Sanemos nuestro corazón…

Tras romperse una relación el mundo se nos hace añicos, nos sentimos tristes, desilusionadas y tal vez traicionadas…

Pero ahí estamos, con una pequeña esperanza de que él vuelva, de que las cosas se arreglen mágicamente. Sentimos que sin él, o un hombre en nuestras vidas no podemos vivir, lo cual provoca grandes errores por nuestra parte…

Como mujeres estamos siempre buscando aquello que haga temblar todos nuestros sentidos internos y externos, necesitamos constantemente un incentivo que le ponga “sabor” a nuestros días, para ponernos en armonía con la vida diaria, motivos para estar agradecidas con Dios y con la vida hay y los hay a montones, ¿por qué entonces basamos nuestra vida en la presencia de un hombre? Puede que el hombre sea una parte importante en nuestra vida, pero también es cierto que hay relaciones a las que debemos decir “¡basta!”.
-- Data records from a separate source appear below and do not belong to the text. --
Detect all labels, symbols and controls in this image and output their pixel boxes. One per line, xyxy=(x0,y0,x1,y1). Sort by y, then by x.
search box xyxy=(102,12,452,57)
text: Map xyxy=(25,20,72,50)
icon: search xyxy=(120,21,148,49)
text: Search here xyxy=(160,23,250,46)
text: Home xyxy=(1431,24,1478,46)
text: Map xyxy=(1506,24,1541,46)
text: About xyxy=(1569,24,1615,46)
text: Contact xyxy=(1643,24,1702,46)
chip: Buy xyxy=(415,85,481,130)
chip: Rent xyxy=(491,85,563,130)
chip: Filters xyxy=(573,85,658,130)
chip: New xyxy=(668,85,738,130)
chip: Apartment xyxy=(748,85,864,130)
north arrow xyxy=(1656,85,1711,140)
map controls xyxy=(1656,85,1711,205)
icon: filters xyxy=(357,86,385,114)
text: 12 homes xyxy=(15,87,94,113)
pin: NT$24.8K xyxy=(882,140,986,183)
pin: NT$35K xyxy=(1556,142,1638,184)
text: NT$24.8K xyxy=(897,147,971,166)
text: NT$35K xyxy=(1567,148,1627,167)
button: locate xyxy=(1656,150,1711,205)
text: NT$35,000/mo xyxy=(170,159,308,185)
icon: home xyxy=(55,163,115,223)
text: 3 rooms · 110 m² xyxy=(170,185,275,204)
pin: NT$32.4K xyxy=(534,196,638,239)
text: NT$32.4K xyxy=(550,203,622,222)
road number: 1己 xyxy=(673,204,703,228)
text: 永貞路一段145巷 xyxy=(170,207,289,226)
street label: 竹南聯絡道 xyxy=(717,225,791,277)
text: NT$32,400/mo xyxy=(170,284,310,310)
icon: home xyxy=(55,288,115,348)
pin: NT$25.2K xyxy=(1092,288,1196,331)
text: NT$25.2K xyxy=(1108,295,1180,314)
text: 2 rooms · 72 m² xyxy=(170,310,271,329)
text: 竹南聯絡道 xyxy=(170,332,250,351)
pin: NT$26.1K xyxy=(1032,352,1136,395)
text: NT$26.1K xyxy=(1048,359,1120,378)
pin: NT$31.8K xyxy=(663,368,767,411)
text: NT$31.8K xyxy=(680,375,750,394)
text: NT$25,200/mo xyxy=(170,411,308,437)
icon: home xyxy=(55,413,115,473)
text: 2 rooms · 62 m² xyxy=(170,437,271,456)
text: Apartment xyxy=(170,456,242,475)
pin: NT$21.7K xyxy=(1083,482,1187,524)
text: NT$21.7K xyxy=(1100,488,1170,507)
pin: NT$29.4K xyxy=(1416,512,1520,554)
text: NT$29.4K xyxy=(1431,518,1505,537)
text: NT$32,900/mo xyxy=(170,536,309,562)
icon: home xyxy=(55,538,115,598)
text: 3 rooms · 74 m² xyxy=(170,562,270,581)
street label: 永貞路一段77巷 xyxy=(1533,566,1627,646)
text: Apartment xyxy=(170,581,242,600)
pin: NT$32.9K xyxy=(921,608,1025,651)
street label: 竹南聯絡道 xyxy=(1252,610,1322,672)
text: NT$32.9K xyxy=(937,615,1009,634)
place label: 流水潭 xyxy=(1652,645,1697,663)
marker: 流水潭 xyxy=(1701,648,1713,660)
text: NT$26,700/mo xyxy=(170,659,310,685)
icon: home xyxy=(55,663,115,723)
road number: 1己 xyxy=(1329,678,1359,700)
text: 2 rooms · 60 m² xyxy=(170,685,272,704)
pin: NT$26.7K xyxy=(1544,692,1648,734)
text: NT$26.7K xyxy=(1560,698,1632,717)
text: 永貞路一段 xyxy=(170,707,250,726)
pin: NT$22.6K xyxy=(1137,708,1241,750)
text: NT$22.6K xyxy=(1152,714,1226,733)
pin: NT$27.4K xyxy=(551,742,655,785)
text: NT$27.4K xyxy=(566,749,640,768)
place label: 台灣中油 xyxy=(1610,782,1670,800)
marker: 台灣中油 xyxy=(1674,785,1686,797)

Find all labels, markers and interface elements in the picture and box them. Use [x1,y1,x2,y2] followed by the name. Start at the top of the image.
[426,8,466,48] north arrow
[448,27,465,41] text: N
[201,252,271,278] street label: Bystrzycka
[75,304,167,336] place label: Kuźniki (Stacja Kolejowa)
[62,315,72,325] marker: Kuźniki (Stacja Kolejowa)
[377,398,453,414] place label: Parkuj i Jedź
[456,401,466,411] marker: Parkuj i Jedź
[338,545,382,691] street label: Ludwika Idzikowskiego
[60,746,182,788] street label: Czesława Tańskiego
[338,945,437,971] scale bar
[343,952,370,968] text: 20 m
Aun es duro de entender el porqué muchas mujeres después de pasar por malas experiencias, siguen pensando que de la única manera que pueden salir adelante es “si el ingrato regresa” o lo que podría ser peor, buscan por una nueva pareja y muchas veces, se aventuran en una nueva relación, pensando erróneamente que “un clavo saca otro clavo”.

Es necesario tomar bajo consideración muchos puntos importantes antes de pensar en formar una nueva relación. Toda relación con alguien nuevo en nuestra vida, tiene un proceso de adaptación y de cambios en los que nos guste o no, involucramos a toda la familia. Muy pronto se da cuenta que quien se pensó era “la tabla de salvación” empieza a ser un problema, y si aún no ha superado los conflictos emocionales de quien se fue, le será muy difícil ahora, superar la frustración de una nueva relación fallida.

Muy pocas veces una persona se detiene a pensar, que al iniciar una relación tan pronto como otra termina, sólo está buscando la sustitución de la persona que se acaba de ir, porque por soledad, dolor o aun por venganza, sólo somos personas enfermas de emociones y frustraciones por la ruptura con la pareja anterior.

Es bien sabido que un rompimiento de noviazgo, esposos, amantes o llámese como quiera, es una frustración para el que se queda, es necesario pensar en la aceptación, superación, reconstrucción, un descubrirse a si misma, buscar la felicidad dentro de si mismas a cada momento, el dolor pasa más deprisa si en lugar de quedarnos pensando “tengo que encontrar quien me sepa valorar” tomamos acción y nos valoramos a nosotras mismas, no se puede ir por la vida buscando en otras personas, lo que nosotras no tenemos o no somos, no se puede o no se debe tratar de hacer pareja con el primero que se cruce por nuestro corazón herido, pretendiendo que otro venga a curar la heridas que alguien mas dejo.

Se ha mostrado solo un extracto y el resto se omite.